— Assignment —
What you return must be an exact copy of the lines in the listing below between the line holding "M 597,679 L 645,805" and the line holding "M 241,1208 L 319,1287 L 431,1172", inclusive, and nothing more.

________________________

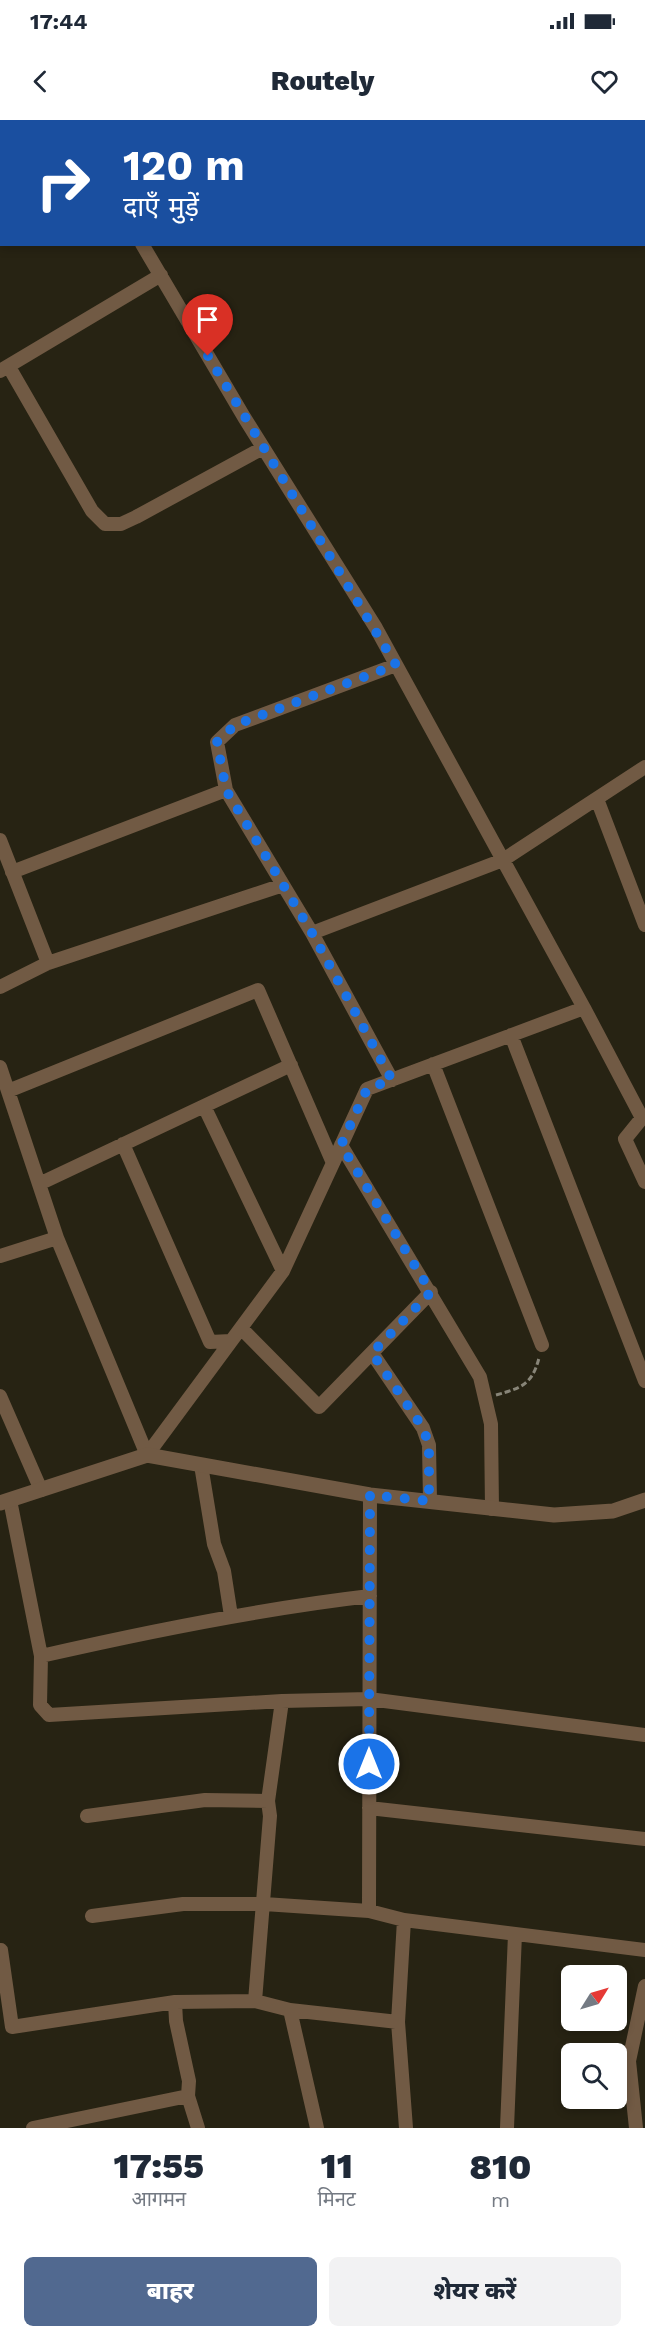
<!DOCTYPE html>
<html lang="hi">
<head>
<meta charset="utf-8">
<style>
	body { margin:0; font-family:"Work Sans","Noto Sans Devanagari",sans-serif; background:#f2f2f3; color:#1f2937; height:100vh; display:flex; flex-direction:column; font-size:22px; white-space:nowrap }
	* { box-sizing:border-box; margin:0 }
	p { font-size:20px; color:#747a83 }
	.icon { flex:none; width:33px; height:33px; fill:none; stroke:currentColor; stroke-width:2; stroke-linecap:round; stroke-linejoin:round }
	.map { position:relative; height:2008px; overflow:hidden }
	.side { display:flex; flex-direction:column; background:#fff; flex:1 }
	.side>* { flex:none }
	.banner { position:absolute; left:0px; top:0px; width:645px; height:126px; box-shadow:0 3px 9px #0003; background:#1a4fa0; color:#fff; overflow:hidden }
	.needle { width:39px; rotate:53deg }
	.tools { position:absolute; left:561px; top:1845px; display:grid; gap:12px }
	.tools a { display:grid; place-items:center; width:66px; height:66px; border-radius:9px; background:#fff; box-shadow:0 3px 9px #0003; font-size:30px }
	.pin { position:absolute; display:grid; place-items:center; width:51px; height:51px; color:#fff; margin:-62px -26px; border-radius:50% 50% 50% 0; rotate:-45deg; box-shadow:0 0 6px #0007 }
	.pin .icon { rotate:45deg }
	.me { position:absolute; width:66px; margin:-33px; rotate:0deg; stroke-linejoin:round; filter:drop-shadow(0 0 4px #0008) }
	.turn { display:flex; align-items:center; gap:21px; height:126px; padding:0 24px; font-size:27px }
	.turn .icon { width:78px; height:78px; stroke-width:2.5 }
	.turn b { display:block; font-size:42px; line-height:51px }
	.eta { display:flex; justify-content:space-evenly; align-items:center; height:102px; text-align:center }
	.eta b { font-size:36px; font-weight:800; line-height:42px }
	.action { display:flex; gap:12px; margin-top:auto; padding:12px 24px }
	.action a { flex:1; height:69px; border-radius:9px; background:#516990; color:#fff; font-size:24px; font-weight:800; line-height:69px; text-align:center }
	.action a+a { background:#f2f2f3; color:#1f2937 }
	.status { display:flex; justify-content:space-between; align-items:center; height:42px; padding:0 30px; background:#fff; direction:ltr }
	.status svg { height:16px; fill:currentColor }
	header { display:flex; justify-content:space-between; align-items:center; height:78px; padding:0 24px; background:#fff; font-size:27px; font-weight:800 }
	.map>svg:first-child { display:block }
	.lines { fill:none; stroke-linecap:round; stroke-linejoin:round }
	.path { stroke:#888578; stroke-width:3; stroke-dasharray:6 3; stroke-linecap:butt }
	.minor { stroke:#715a44; stroke-width:14 }
	.tertiary { stroke:#715a44; stroke-width:15 }
	.route { stroke:#1a73e8; stroke-width:10; stroke-dasharray:0 18 }
</style>
</head>
<body>
<div class="status"><b>17:44</b><svg viewBox="0 0 49 12"><path d="M0 12V9h3v3zM5 12V6h3v6zM10 12V3h3v9zM15 12V0h3v12zM26 1h20v11H26zM47 4h2v5h-2z"/></svg></div>
<header><svg class="icon" aria-label="back" viewBox="0 0 24 24"><path d="M15 5l-7 7 7 7"/></svg>Routely<svg class="icon" aria-label="heart" viewBox="0 0 24 24"><path d="M12 20l-8-8c-3-5 5-10 8-4 3-6 11-1 8 4z"/></svg></header>
<div class="map">
<svg width="645" height="2008" viewBox="0 0 645 2008">
	<rect width="100%" height="100%" fill="#272313"/>
	<g class="lines">
		<path class="path" d="M 496,1275 C 521,1268 532,1265 539,1238"/>
		<path class="minor" d="M 167,0 L 168,2
			M 243,2 L 247,0
			M 0,117 L 2,116
			M 142,124 L 244,297 L 376,508 L 584,888 L 367,969 L 333,1043
			M 9,247 L 92,391 L 105,404 L 121,404 L 136,397 L 263,328
			M 0,251 L 161,155
			M 226,670 L 217,622 L 235,605 L 396,545
			M 597,679 L 645,805
			M 0,720 L 48,843 L 0,867
			M 12,752 L 226,670 L 312,813
			M 48,843 L 283,765
			M 584,888 L 642,998 L 625,1019 L 645,1062
			M 511,915 L 645,1261
			M 433,944 L 542,1225
			M 0,947 L 57,1118
			M 392,960 L 312,813 L 503,740 L 645,647
			M 8,971 L 258,870 L 333,1043 L 283,1151 L 147,1335
			M 204,986 L 283,1151
			M 123,1024 L 210,1222 L 231,1221
			M 341,1025 L 480,1257 L 491,1304 L 492,1389
			M 39,1064 L 291,945
			M 0,1136 L 57,1118 L 147,1335
			M 241,1208 L 319,1287 L 431,1172
			M 372,1233 L 423,1308 L 429,1325 L 430,1381
			M 0,1276 L 41,1370
			M 201,1345 L 214,1424 L 224,1451 L 231,1496
			M 370,1375 L 369,1791 L 404,1800
			M 10,1380 L 41,1536 L 40,1585 L 49,1595 L 282,1581 L 369,1579 L 645,1615
			M 41,1536 C 150,1511 259,1489 370,1476
			M 369,1688 L 645,1719
			M 87,1696 L 205,1680 L 268,1681
			M 92,1796 L 183,1784 L 264,1784 L 369,1791
			M 1,1830 L 12,1907 L 175,1882 L 255,1881 L 290,1890
			M 255,1881 L 270,1696 L 268,1681 L 282,1581
			M 175,1882 L 176,1901 L 189,1961 L 188,1976 L 198,2008
			M 398,1902 L 406,2008
			M 33,2008 L 188,1976
			M 317,2008 L 290,1890 L 398,1902 L 404,1800 L 645,1830
			M 507,2008 L 515,1814
			M 636,2008 L 629,1941 L 645,1866"/>
		<path class="tertiary" d="M 0,1383 L 147,1335 L 370,1375 L 554,1395 L 613,1391 L 645,1380"/>
	</g>
	<g class="lines">
		<path class="route" d="M 208,236 L 396,545 L 235,605 L 217,622 L 226,670 L 312,813 L 392,960 L 367,969 L 341,1025 L 431,1172 L 372,1233 L 423,1308 L 429,1325 L 429,1381 L 370,1375 L 369,1644"/>
	</g>
</svg>
<div class="tools">
<a><svg class="needle" viewBox="-14 -14 28 28"><path d="M0-13l5 13h-10z" fill="#e53935"/><path d="M0 13l5-13h-10z" fill="#747a83"/></svg></a>
<a><svg class="icon" aria-label="search" viewBox="0 0 24 24"><circle cx="10" cy="10" r="6"/><path d="M15 15l6 6"/></svg></a>
</div>
<div class="pin" style="left:208px;top:236px;background:#d93025"><svg class="icon" aria-label="arrive" viewBox="0 0 24 24"><path d="M6 21V4h12l-3 4 3 4H6"/></svg></div>
<svg class="me" style="left:369px;top:1644px" viewBox="-20 -20 40 40"><circle r="17" fill="#1a73e8" stroke="#fff" stroke-width="3"/><path d="M0-11L8 9 0 5-8 9z" fill="#fff"/></svg>
<div class="banner">
<div class="turn"><svg class="icon" aria-label="right" viewBox="0 0 24 24"><path d="M7 20v-9h11M14 6l5 5-5 5"/></svg><div><b>120 m</b>दाएँ मुड़ें</div></div>
</div>
</div>
<section class="side">
<div class="eta">
<div><b>17:55</b><p>आगमन</p></div>
<div><b>11</b><p>मिनट</p></div>
<div><b>810</b><p>m</p></div>
</div>
<div class="action"><a>बाहर</a><a>शेयर करें</a></div>
</section>
</body>
</html>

________________________

— Solution —
			M 597,679 L 645,805
			M 0,720 L 48,843 L 0,867
			M 12,752 L 226,670 L 312,813
			M 48,843 L 283,765
			M 584,888 L 642,998 L 625,1019 L 645,1062
			M 511,915 L 645,1261
			M 433,944 L 542,1225
			M 0,947 L 57,1118
			M 392,960 L 312,813 L 503,740 L 645,647
			M 8,971 L 258,870 L 333,1043 L 283,1151 L 147,1335
			M 204,986 L 283,1151
			M 123,1024 L 210,1222 L 231,1221
			M 341,1025 L 480,1257 L 491,1304 L 492,1389
			M 39,1064 L 291,945
			M 0,1136 L 57,1118 L 147,1335
			M 241,1208 L 319,1287 L 431,1172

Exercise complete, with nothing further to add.